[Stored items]
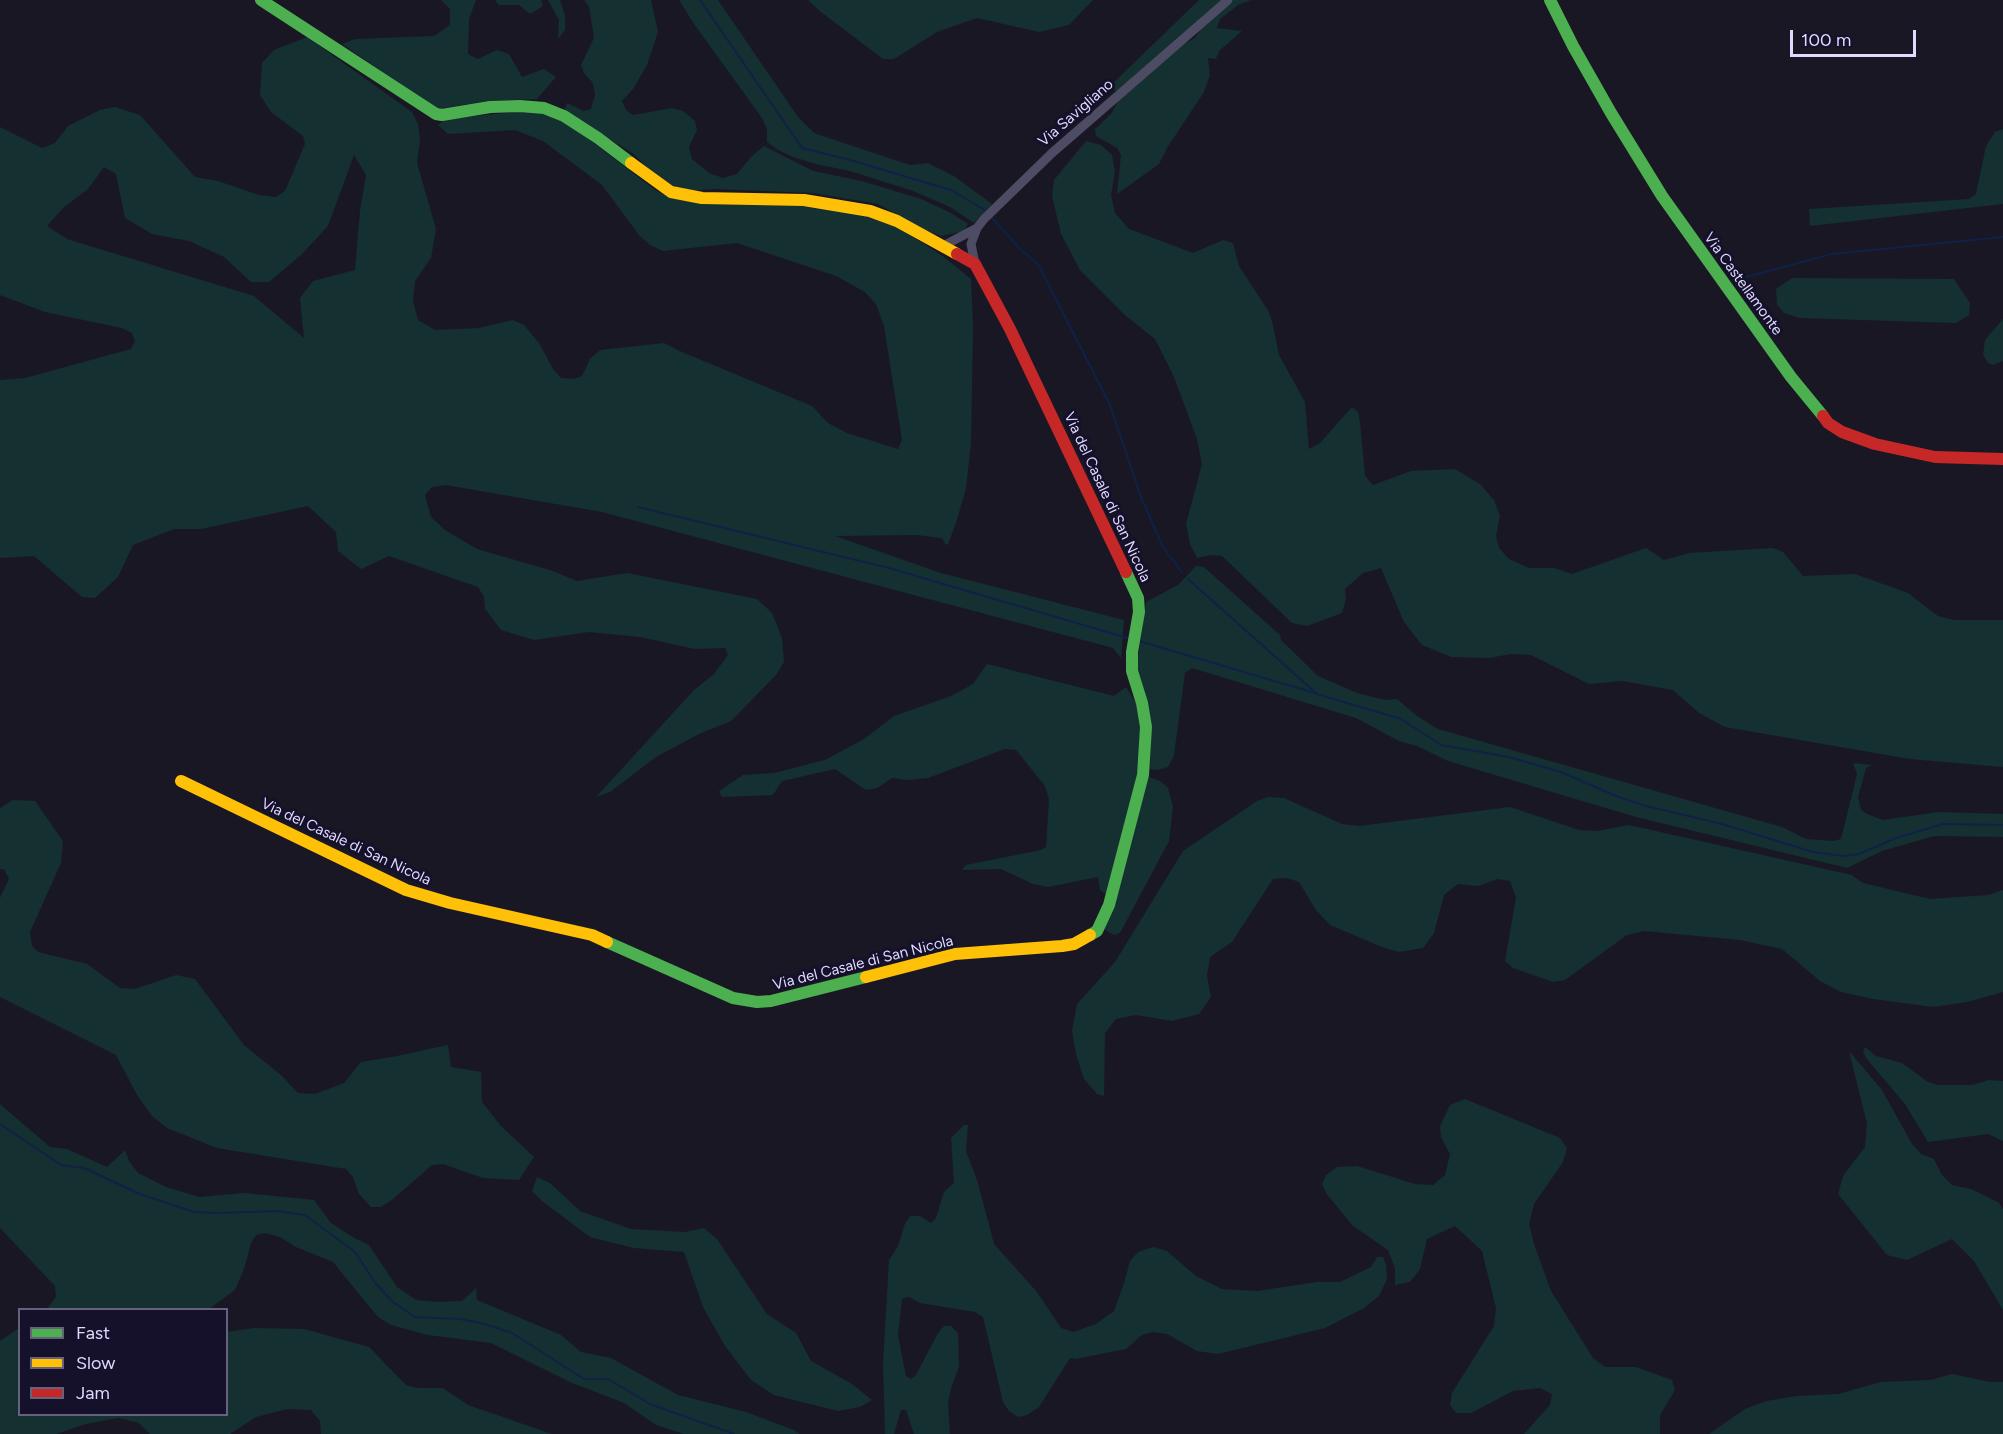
<!DOCTYPE html>
<html>
<head>
<meta charset="utf-8">
<style>
  body { margin:0 }
  #map { position:relative; width:2003px; height:1434px; overflow:hidden; background:#1a1724; font-family:Figtree,sans-serif }
  canvas { display:block }
  .legend { position:absolute; left:18px; top:1308px; width:210px; height:108px; box-sizing:border-box; background:#16112a; border:2px solid #66617f; margin:0; padding:8px 10px; list-style:none; font-size:18px; color:#dfdaff }
  .legend li { display:flex; align-items:center; gap:12px; height:30px }
  .legend b { width:30px; border:2px solid #66617f }
  .scale { position:absolute; left:1790px; top:30px; width:126px; height:27px; box-sizing:border-box; border:3px solid #dfdaff; border-top:0; padding-left:8px; font-size:18px; line-height:21px; white-space:nowrap; color:#dfdaff; -webkit-text-stroke:4px #16112a; paint-order:stroke }
</style>
</head>
<body>
<div id="map">
<canvas width="2003" height="1434"></canvas>
<ul class="legend">
<li><b style="height:8px;background:#4caf50"></b>Fast</li>
<li><b style="height:8px;background:#ffc107"></b>Slow</li>
<li><b style="height:8px;background:#c62828"></b>Jam</li>
</ul>
<div class="scale">100 m</div>
</div>
<script>
const g = document.querySelector('canvas').getContext('2d');
g.lineJoin = 'round';
function fill(path, color) { g.fillStyle = color; g.fill(path, 'evenodd'); }
const poly = rows => new Path2D(rows.map(r => 'M' + r).join(''));
function trace(path, color, width, dash) { g.strokeStyle = color; g.lineWidth = width; g.lineCap = dash ? 'butt' : 'round'; g.setLineDash(dash || []); g.stroke(path); }
function label(font, color, halo, rows, align = 'center') {
  g.font = font + ' Figtree,sans-serif'; g.lineWidth = 6; g.setLineDash([]); g.textBaseline = 'middle'; g.strokeStyle = halo; g.fillStyle = color; for (const [text, x, y, turn = 0] of rows) {
    g.save(); g.translate(x, y); g.rotate((+turn || 0) * Math.PI / 180); g.textAlign = isNaN(turn) ? turn : align; if (halo) g.strokeText(text, 0, 0); g.fillText(text, 0, 0); g.restore();
  }
}
fill(poly([
  [441,0,476,0,469,19,468,54,478,59,497,50,509,54,522,77,544,69,556,77,537,99,488,101,437,109,342,44,355,39,434,36,450,25,450,9],
  [495,0,541,0,543,6,530,14,519,5,499,5],
  [548,0,560,0,565,16,565,30,558,39,559,20],
  [584,0,651,0,658,32,647,65,633,89,622,101,626,110,633,115,672,108,683,111,695,121,697,130,689,147,692,159,709,173,723,178,737,174,751,157,764,146,813,171,862,181,921,199,951,213,968,224,964,231,941,236,925,230,878,204,813,193,715,189,688,191,671,186,653,174,634,154,564,111,567,103,584,111,591,109,595,95,593,83,584,73,581,65,594,38,589,6],
  [679,0,718,0,798,117,814,133,910,165,928,163,954,176,992,204,974,223,950,207,913,191,850,171,816,164,793,157,778,150,767,142,767,129,762,118,694,24],
  [808,0,1093,0,1069,25,1039,32,977,18,937,32,894,59,883,59,821,12],
  [1199,0,1225,0,1117,91,1108,88],
  [1232,0,1251,0,1238,5,1220,19,1217,28,1242,31,1219,51,1216,59,1208,58,1210,75,1204,92,1167,148,1159,164,1117,194,1121,155,1117,148,1096,136,1095,129,1111,114,1118,101,1171,51,1195,38,1201,29],
  [307,37,412,112,418,124,420,140,417,163,436,229,431,258,415,281,413,301,418,320,435,330,479,328,513,320,524,325,539,343,553,369,561,378,574,379,582,376,590,359,600,350,664,343,682,352,812,406,828,423,847,433,898,449,902,440,884,326,876,304,865,292,836,276,737,243,663,251,650,245,639,235,602,185,543,141,515,130,448,134,438,125,446,119,533,110,568,123,655,190,667,196,795,204,855,212,898,227,944,257,971,279,973,327,971,443,966,488,956,523,948,544,946,545,942,538,916,535,835,536,941,573,1124,620,1121,658,1113,648,602,512,446,485,432,487,425,495,431,517,445,530,477,549,553,571,577,581,627,573,757,599,772,613,782,638,784,662,776,675,731,721,699,734,656,757,610,792,596,797,694,690,714,674,728,655,725,648,695,649,640,637,589,632,534,640,501,630,485,609,484,597,478,587,389,556,361,569,338,551,336,532,308,506,201,529,174,529,133,545,118,577,95,598,82,597,34,556,0,558,0,380,25,378,131,349,135,341,132,333,122,328,45,312,0,295,0,127,42,148,55,143,68,126,100,110,115,107,140,115,195,177,218,181,259,195,276,197,285,191,305,144,303,136,271,112,260,95,262,63,274,50],
  [354,155,366,175,360,211,355,270,313,281,300,298,304,338,254,296,67,239,47,226,63,208,88,189,104,167,116,174,125,218,152,234,189,241,224,257,251,282,269,282,302,254,328,226],
  [2003,129,2003,204,1810,226,1809,209,1969,199,1976,194,1986,146,1995,132],
  [1086,141,1101,145,1112,155,1115,171,1111,195,1115,213,1129,229,1193,253,1223,240,1233,243,1239,266,1269,312,1273,325,1279,355,1305,402,1309,449,1319,444,1352,407,1358,412,1360,422,1365,476,1373,485,1411,471,1455,469,1480,484,1494,500,1500,516,1496,536,1499,548,1509,559,1529,568,1554,568,1572,574,1646,548,1664,560,1689,553,1773,548,1783,552,1803,576,1855,574,1908,593,1938,616,1954,620,2003,620,2003,767,1910,759,1725,727,1699,713,1673,690,1622,681,1589,684,1531,655,1511,654,1489,658,1451,657,1422,645,1404,622,1381,568,1363,573,1345,589,1346,599,1342,613,1307,626,1292,623,1222,556,1211,555,1197,558,1190,544,1186,524,1202,464,1197,439,1174,377,1155,339,1126,316,1080,270,1061,234,1052,196,1054,180],
  [1792,278,1954,279,1970,303,1969,315,1956,323,1800,318,1784,313,1777,305,1776,289],
  [2003,319,2003,361,1993,365,1988,363,1983,355,1985,340],
  [1196,566,1204,567,1280,635,1281,640,1318,676,1357,693,1385,700,1397,699,1417,716,1438,729,1782,827,1806,839,1833,841,1841,839,1857,774,1853,763,1872,765,1866,768,1858,797,1861,810,1867,814,1883,820,1939,812,2003,814,2003,837,1934,836,1882,851,1847,868,1636,817,1448,761,1417,746,1399,741,1356,718,1192,668,1185,673,1174,755,1168,767,1158,770,1150,769,1151,730,1138,674,1138,658,1146,602,1178,585],
  [987,664,1114,696,1126,687,1136,703,1140,720,1140,758,1132,805,1106,894,1100,890,1098,877,1048,887,1033,884,1001,869,962,870,966,865,1041,850,1046,847,1049,799,1045,786,1016,750,1005,749,928,778,908,780,892,778,877,788,866,790,835,769,782,781,773,795,722,797,719,791,743,775,774,773,825,760,864,739,894,716,951,696,973,684],
  [1149,777,1160,781,1168,788,1173,807,1169,841,1120,933,1114,935,1104,929],
  [1268,797,1284,798,1342,824,1359,826,1510,807,1579,830,1597,831,1629,825,1852,875,1863,883,1930,899,1988,895,2003,890,2003,992,1967,1002,1933,1007,1873,999,1841,992,1820,981,1782,949,1740,940,1644,931,1627,935,1565,980,1553,982,1513,968,1505,961,1516,897,1510,881,1498,879,1478,886,1458,884,1444,895,1434,933,1423,948,1399,952,1382,947,1330,925,1316,910,1299,882,1287,878,1273,879,1232,942,1210,957,1207,976,1211,997,1199,1014,1172,1021,1136,1015,1116,1019,1105,1033,1104,1096,1097,1094,1084,1079,1076,1054,1072,1031,1077,1004,1115,962,1183,851,1257,801],
  [13,800,35,801,63,841,61,863,30,932,32,946,38,952,87,964,120,988,135,989,176,975,195,979,244,1045,282,1076,298,1093,315,1094,344,1083,361,1062,392,1057,448,1045,451,1067,481,1072,482,1102,501,1126,534,1157,519,1180,483,1178,443,1164,432,1165,393,1199,381,1207,371,1207,359,1194,353,1177,346,1169,217,1148,167,1128,152,1116,137,1095,116,1055,0,997,0,898,9,879,4,869,0,869,0,808],
  [1865,1047,1876,1056,1902,1063,1928,1082,1938,1085,1972,1085,1989,1080,2003,1081,2003,1141,1988,1134,1928,1142,1905,1104,1866,1058,1863,1051],
  [1849,1051,1882,1090,1912,1144,1921,1154,1934,1159,1942,1175,1952,1185,1971,1189,1998,1202,2003,1209,2003,1310,1974,1261,1952,1239,1907,1260,1887,1255,1838,1194,1843,1176,1865,1147,1867,1124],
  [1465,1099,1560,1138,1567,1148,1563,1162,1534,1204,1529,1224,1535,1247,1551,1291,1593,1358,1605,1367,1636,1367,1672,1380,1675,1390,1660,1415,1660,1434,1524,1434,1550,1405,1552,1394,1540,1388,1513,1391,1471,1413,1456,1413,1450,1405,1452,1393,1494,1326,1496,1308,1482,1251,1455,1226,1427,1239,1420,1269,1410,1282,1395,1285,1395,1269,1388,1250,1353,1226,1326,1193,1322,1184,1326,1175,1337,1167,1357,1166,1415,1184,1433,1185,1445,1175,1450,1154,1441,1137,1440,1126,1450,1105],
  [0,1104,50,1147,67,1149,107,1167,125,1150,129,1161,138,1173,166,1187,199,1197,244,1193,314,1200,331,1223,354,1238,369,1245,397,1287,416,1300,438,1302,462,1301,476,1288,477,1300,561,1335,581,1352,611,1358,678,1395,746,1412,794,1430,800,1434,684,1434,656,1425,624,1403,570,1382,491,1343,428,1335,391,1325,378,1317,333,1262,296,1247,280,1237,265,1233,256,1235,251,1243,244,1269,235,1290,209,1309,47,1309,56,1297,55,1286,0,1228],
  [964,1125,968,1125,966,1151,978,1183,994,1244,1037,1292,1061,1328,1073,1332,1096,1324,1114,1311,1125,1280,1130,1261,1138,1252,1153,1247,1167,1251,1196,1276,1222,1289,1257,1291,1317,1282,1340,1282,1371,1267,1377,1257,1383,1257,1386,1265,1387,1279,1379,1296,1364,1308,1325,1328,1218,1354,1197,1351,1167,1334,1153,1332,1142,1335,1126,1349,1075,1359,1070,1358,1039,1407,1027,1415,1018,1417,1009,1411,1003,1402,983,1317,975,1312,920,1303,909,1297,902,1299,898,1335,906,1376,911,1379,916,1375,938,1333,944,1326,951,1326,958,1333,959,1367,952,1385,948,1403,950,1434,914,1434,906,1410,901,1410,894,1434,885,1434,883,1363,889,1260,898,1246,905,1224,910,1216,920,1216,931,1223,936,1218,944,1192,954,1183,951,1138],
  [537,1177,550,1183,580,1211,631,1229,685,1232,704,1228,717,1239,767,1314,796,1333,811,1361,852,1384,872,1400,860,1407,838,1411,774,1395,751,1380,725,1346,703,1307,684,1252,634,1248,590,1237,542,1201,532,1191],
  [19,1328,20,1414,226,1414,227,1332,254,1328,304,1329,369,1347,406,1385,417,1388,443,1388,468,1405,552,1434,321,1434,320,1421,311,1410,287,1409,256,1417,230,1434,150,1434,139,1423,118,1418,86,1424,56,1434,0,1434,0,1341],
  [1952,1374,1990,1382,2003,1382,2003,1434,1709,1434,1745,1409,1766,1401,1797,1396,1838,1394,1881,1382,1930,1380]
]), '#153031');
trace(poly([
  [700,0,802,148,850,160,951,190,988,212],
  [991,217,1020,249,1038,264,1110,405,1141,497,1163,547,1182,572],
  [1746,277,1832,254,2003,237],
  [638,507,889,568,1131,639],
  [1188,579,1317,694,1401,719,1441,745,1509,757,1561,772,1616,796,1646,806,1722,824,1813,852,1843,856,1859,854,1896,838,1943,824,2003,825],
  [1139,641,1315,693],
  [0,1124,61,1165,84,1168,140,1194,194,1212,218,1213,278,1211,305,1215,355,1252,376,1284,393,1302,415,1317,460,1319,485,1324,512,1333,584,1379,608,1379,650,1404,734,1434]
]), '#0e2248', 2);
trace(poly([
  [943,246,977,228],
  [975,264,971,244,977,228,984,219,1052,153,1228,0]
]), '#4d4c64', 9);
trace(poly([
  [261,0,436,114,442,115,490,107,520,106,544,108,564,116,598,138,631,163],
  [1550,0,1573,46,1611,113,1662,196,1791,377,1823,416],
  [1090,935,1097,931,1109,905,1143,775,1146,727,1142,703,1132,671,1132,652,1139,612,1138,598,1126,572],
  [607,942,733,998,757,1002,771,1001,866,977]
]), '#4caf50', 12);
trace(poly([
  [631,163,671,192,702,198,804,200,870,211,897,221,957,254],
  [181,781,406,890,450,903,592,935,607,942],
  [866,977,955,954,1062,946,1074,944,1090,935]
]), '#ffc107', 12);
trace(poly([
  [957,254,975,264,1010,329,1126,572],
  [1823,416,1828,423,1842,432,1875,444,1935,457,2003,459]
]), '#c62828', 12);
label('15px', '#dfdaff', '#16112a', [
  ["Via Savigliano",1076,113,-41],
  ["Via Castellamonte",1743,284,54],
  ["Via del Casale di San Nicola",1107,497,65],
  ["Via del Casale di San Nicola",346,842,25],
  ["Via del Casale di San Nicola",863,963,-14]
]);
</script>
</body>
</html>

— What this task involves —
Print nothing but the lines from the one that contains "[975,264,971,244,977,228,984,219,1052,153,1228,0]" to the final line of the data, both included, exactly as they read.

— Answer to this task —
  [975,264,971,244,977,228,984,219,1052,153,1228,0]
]), '#4d4c64', 9);
trace(poly([
  [261,0,436,114,442,115,490,107,520,106,544,108,564,116,598,138,631,163],
  [1550,0,1573,46,1611,113,1662,196,1791,377,1823,416],
  [1090,935,1097,931,1109,905,1143,775,1146,727,1142,703,1132,671,1132,652,1139,612,1138,598,1126,572],
  [607,942,733,998,757,1002,771,1001,866,977]
]), '#4caf50', 12);
trace(poly([
  [631,163,671,192,702,198,804,200,870,211,897,221,957,254],
  [181,781,406,890,450,903,592,935,607,942],
  [866,977,955,954,1062,946,1074,944,1090,935]
]), '#ffc107', 12);
trace(poly([
  [957,254,975,264,1010,329,1126,572],
  [1823,416,1828,423,1842,432,1875,444,1935,457,2003,459]
]), '#c62828', 12);
label('15px', '#dfdaff', '#16112a', [
  ["Via Savigliano",1076,113,-41],
  ["Via Castellamonte",1743,284,54],
  ["Via del Casale di San Nicola",1107,497,65],
  ["Via del Casale di San Nicola",346,842,25],
  ["Via del Casale di San Nicola",863,963,-14]
]);
</script>
</body>
</html>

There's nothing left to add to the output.